L'évolution de la Covid-19 est caractérisée par un stade initial avec des symptômes légers des voies respiratoires supérieures, au cours duquel la charge virale du SARS-CoV-2 est progressivement croissante au fur et à mesure de la colonisation des cellules de l’arbre respiratoire à partir du nasopharynx. Si tout se passe bien, la réplication virale est contrôlée par le système immunitaire et diminue après avoir atteint un pic. Chez 20 % des malades symptomatiques, la réplication virale n’est pas contrôlée par le système immunitaire et s’étend aux alvéoles aboutissant à une pneumonie bilatérale dyspnéisante avec réduction de la saturation en oxygène et nécessité d’un apport en oxygène.

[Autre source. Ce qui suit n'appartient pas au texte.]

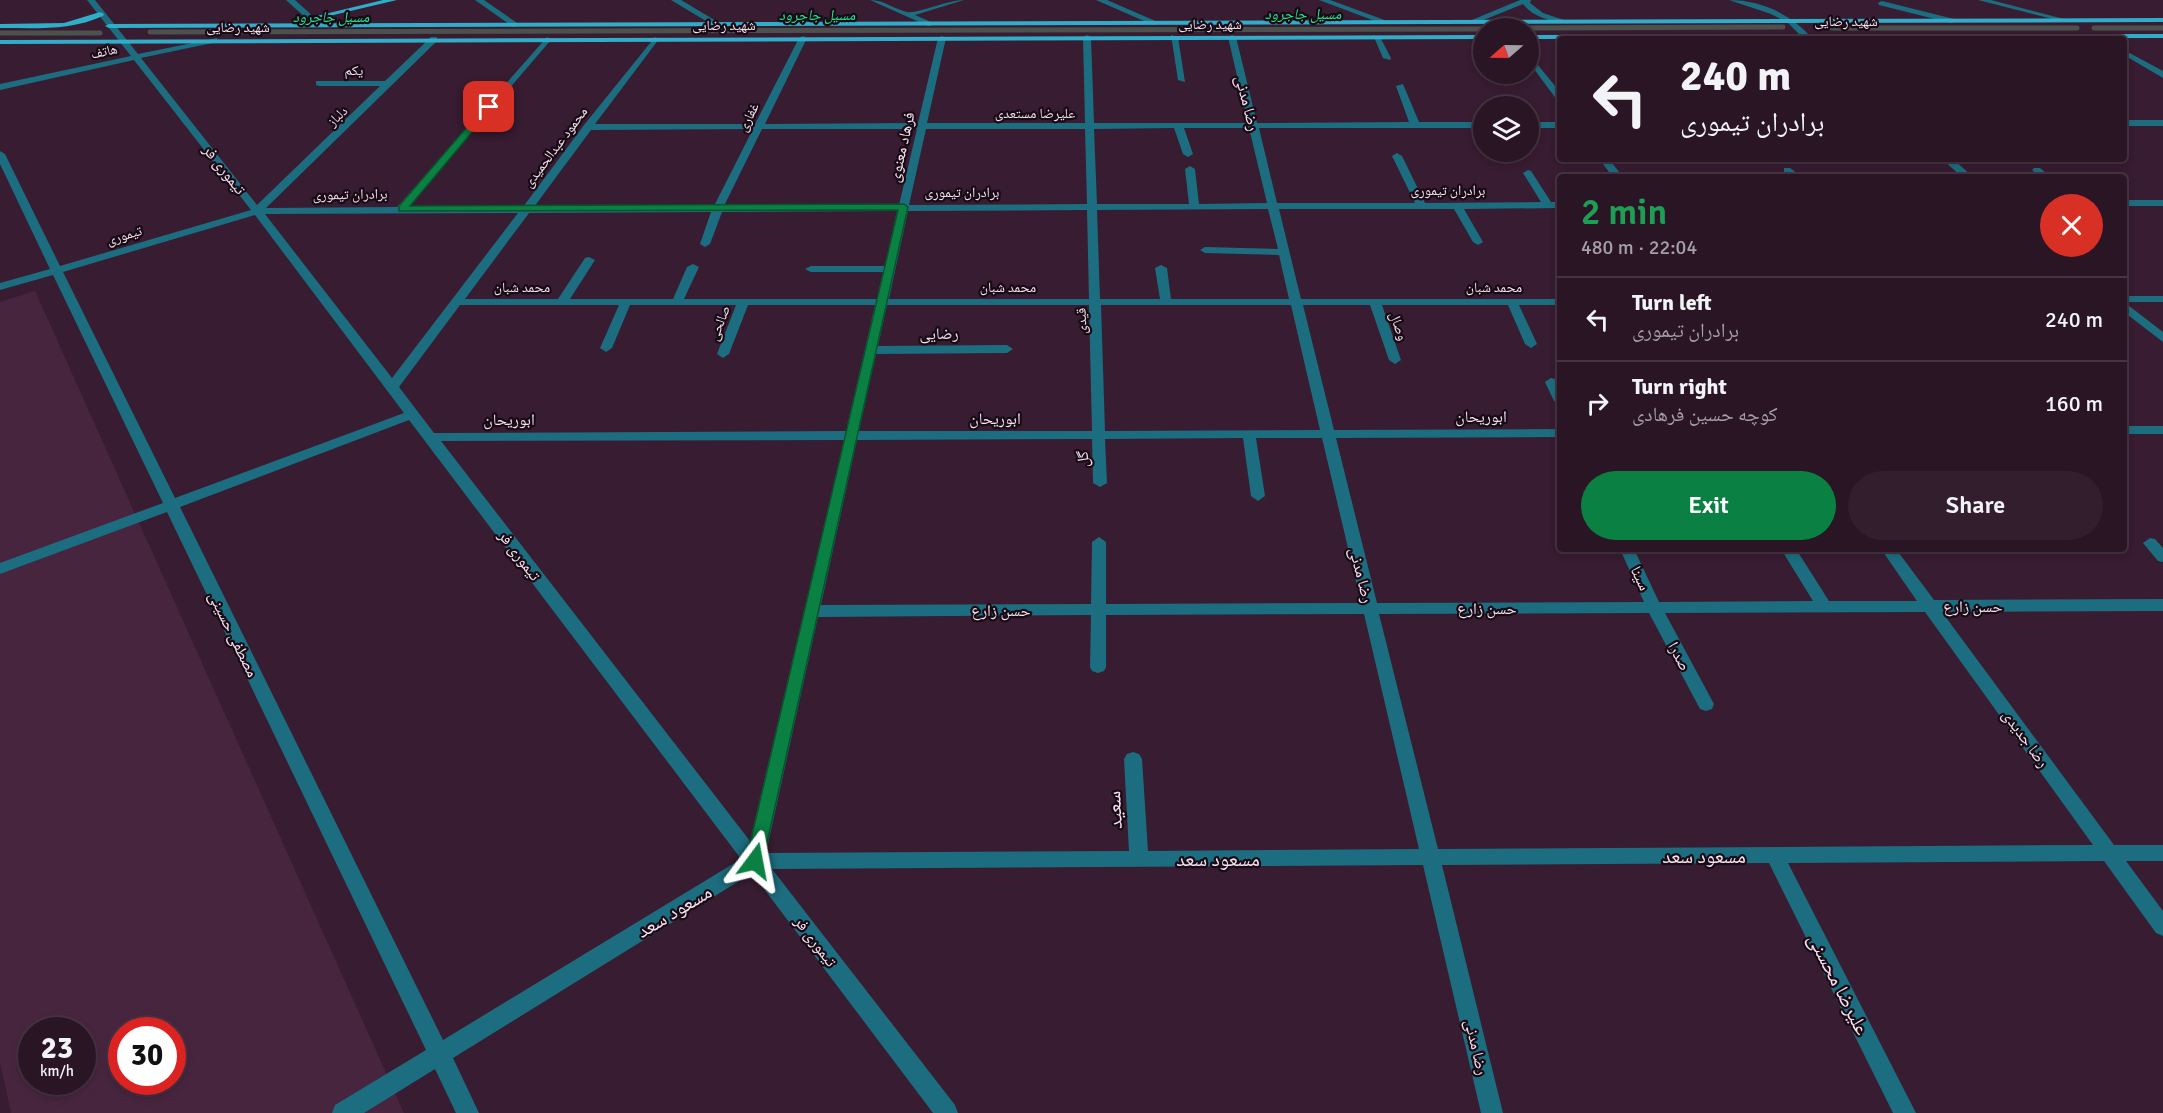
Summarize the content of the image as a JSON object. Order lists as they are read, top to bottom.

Ce deuxième stade se caractérise par une réponse immunitaire progressivement croissante pour lutter contre le virus, avec aggravation des lésions pulmonaires et insuffisance respiratoire pouvant nécessiter une ventilation mécanique invasive. Vers le 10ème jour si la réplication virale n’est toujours pas contrôlée, un dysfonctionnement du système immunitaire peut se produire avec une dérégulation du système immunitaire inné, un syndrome hyper-inflammatoire et une défaillance multisystémique potentiellement mortelle.
Une stratégie logique
À ce jour, l'antiviral remdésivir, même si la pertinence son effet clinique est discutée, est utilisé pour limiter la réplication virale au stade précoce de l’hospitalisation. Les anti-inflammatoires, tocilizumab et dexaméthasone, sont considérés comme des options pertinentes de traitement de la pneumonie Covid-19 en cas d’emballement de la réponse immunitaire. Les stratégies d’association antiviral-antiinflammatoire intéressent les infectiologues devant la crainte d’une immunosuppression qui pourrait être à l’origine d’une éventuelle flambée infectieuse avec sepsis car le tocilizumab et la dexaméthasone sont aussi des immunosupresseurs.
Dans les études randomisées, l'efficacité du remdésivir semble plus élevée chez les patients dont le score de sévérité est modéré (4 = ne recevant pas d'oxygène ou 5 = recevant de l'oxygène à faible débit). L'efficacité du tocilizumab semble la plus intéressante chez les patients qui ont un syndrome inflammatoire très élevé. Alors que pour la dexaméthasone, l'incidence des décès est plus faible chez les malades recevant une ventilation mécanique invasive (score de 7) (29,3% contre 41,4% ; rapport de taux, 0,64 ; IC à 95%, 0,51 à 0,81) et, dans une moindre mesure, parmi ceux recevant uniquement de l'oxygène (23,3% contre 26,2% ; rapport de taux, 0,82 ; IC à 95%, 0,72 à 0,94).
Cette belle étude randomisée ACCT-2 valide donc l’intérêt du baracitinib, ainsi que le concept d’association antiviral et immunosupresseur, mais ces résultats sont loin d’être spectaculaires. En tout cas, ils apparaissent de magnitude moins élevée que ceux obtenus dans l’étude RECOVERY avec la dexaméthasone seule. Une étude sud-africaine a considéré que leur utilisation séquentielle, le remdésivir chez les malades hospitalisés non ventilés et la dexaméthasone chez les malades hospitalisés ventilés, était coût-efficace. Dans un éditorial associé à la publication, des experts posent la question de la comparaison à une association remdésivir dexaméthasone chez les malades hospitalisés non ventilés.